Em São Paulo (SP), o ato reuniu cerca de 12 mil pessoas que, com faixas, cartazes e palavras de ordem, condenaram a morte de cerca de 10 mil pessoas na Palestina diante das investidas israelenses desde o ataque do Hamas, em 7 de outubro. Segundo o Ministério da Saúde de Gaza, já são 4.104 crianças assassinadas

Uma das reivindicações mais repetidas durante a manifestação na capital paulista, que contou com a presença de lideranças de partidos políticos, movimentos sociais e organizações árabes e palestinas, foi um pedido para que o governo brasileiro, liderado pelo presidente Luiz Inácio Lula da Silva, rompa relações diplomáticas com Israel

O argumento é de que um Estado, especialmente o brasileiro, que foi fundamental para a criação de Israel em 1948, não poderia manter relações com uma nação que vem promovendo o que classificam como uma limpeza étnica contra outro povo - no caso os palestinos -, violando inúmeros tratados internacionais. 

Manifestantes condenam assassinato de crianças no ato pró-Palestina em São Paulo (Foto: Ivan Longo)

A carnificina que vem sendo deflagrada pelas forças militares israelenses na Faixa de Gaza, somada às violações de direitos humanos com ataques a hospitais, campos de refugiados, corte de água e energia elétrica, vem motivando o crescimento de um movimento de países que estão mudando o discurso, ameaçando romper ou até mesmo rompendo relações com o Estado israelense

Na América Latina este movimento é evidente.

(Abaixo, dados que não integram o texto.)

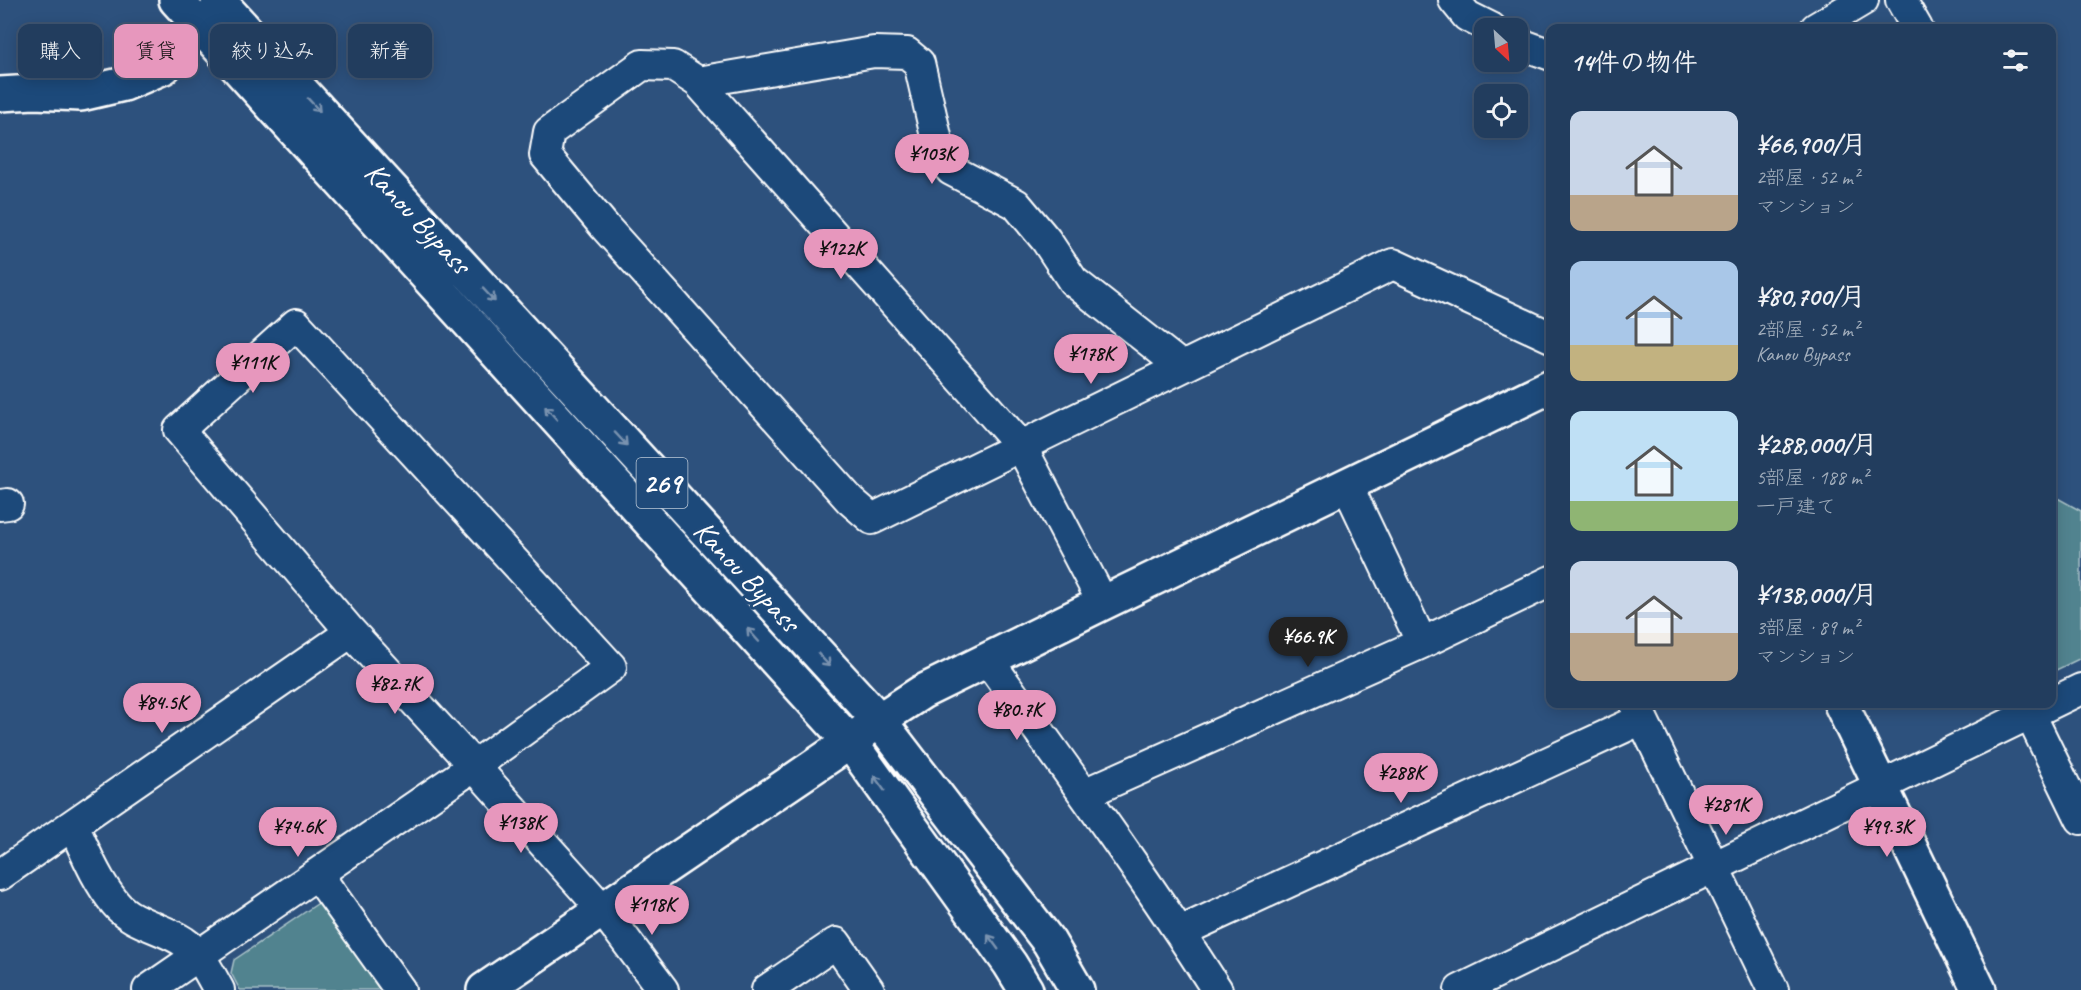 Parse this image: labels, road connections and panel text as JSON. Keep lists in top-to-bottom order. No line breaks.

A Bolívia, por exemplo, anunciou rompimento de relações diplomáticas com Israel em repúdio à “agressiva e desproporcional ofensiva militar que o país realiza na Faixa de Gaza e que ameaça a paz e a segurança internacionais”.

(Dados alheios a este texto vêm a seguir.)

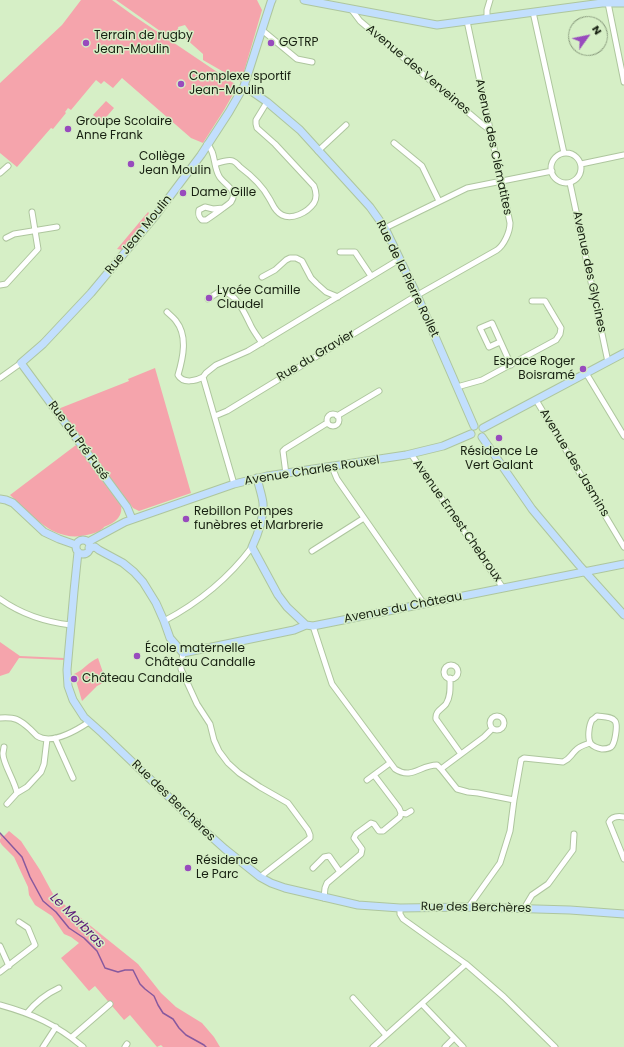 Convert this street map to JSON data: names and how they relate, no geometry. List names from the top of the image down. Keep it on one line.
{"streets":{"street":["Avenue des Verveines","Avenue des Clématites","Rue Jean Moulin","Avenue des Glycines","Rue de la Pierre Rollet","Rue du Gravier","Rue du Pré Fusé","Avenue des Jasmins","Avenue Charles Rouxel","Avenue Ernest Chebroux","Avenue du Château","Rue des Berchères"]},"crossings":[["Avenue des Verveines","Avenue des Clématites"],["Avenue des Clématites","Rue de la Pierre Rollet"],["Avenue des Clématites","Rue du Gravier"],["Rue Jean Moulin","Rue de la Pierre Rollet"],["Rue Jean Moulin","Rue du Pré Fusé"],["Rue de la Pierre Rollet","Rue du Gravier"],["Rue de la Pierre Rollet","Avenue Charles Rouxel"],["Rue du Pré Fusé","Avenue Charles Rouxel"],["Avenue Charles Rouxel","Avenue Ernest Chebroux"],["Avenue Charles Rouxel","Rue des Berchères"],["Avenue Ernest Chebroux","Avenue du Château"]],"water":["Le Morbras"],"places":["Terrain de rugby Jean-Moulin","GGTRP","Complexe sportif Jean-Moulin","Groupe Scolaire Anne Frank","Collège Jean Moulin","Dame Gille","Lycée Camille Claudel","Espace Roger Boisramé","Résidence Le Vert Galant","Rebillon Pompes funèbres et Marbrerie","École maternelle Château Candalle","Château Candalle","Résidence Le Parc"],"north":"top right"}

“A Bolívia exige o fim dos ataques na Faixa de Gaza, que até agora causaram milhares de mortes de civis e o deslocamento forçado de palestinos; bem como a cessação do bloqueio que impede a entrada de alimentos, água e outros elementos essenciais à vida, violando o direito internacional e o direito internacional humanitário no tratamento da população civil em conflitos armados”, disse a ministra boliviana María Nela Prada.

Já o Chile e a Colômbia decidiram convocar seus embaixadores em Tel Aviv para retornarem aos seus países com o objetivo de reavaliar e discutir as relações com Israel. O mesmo foi feito, recentemente, pela Jordânia e pela África do Sul - o gesto representa, no mundo diplomático, uma reprimenda e possível prévia de rompimento de relações. 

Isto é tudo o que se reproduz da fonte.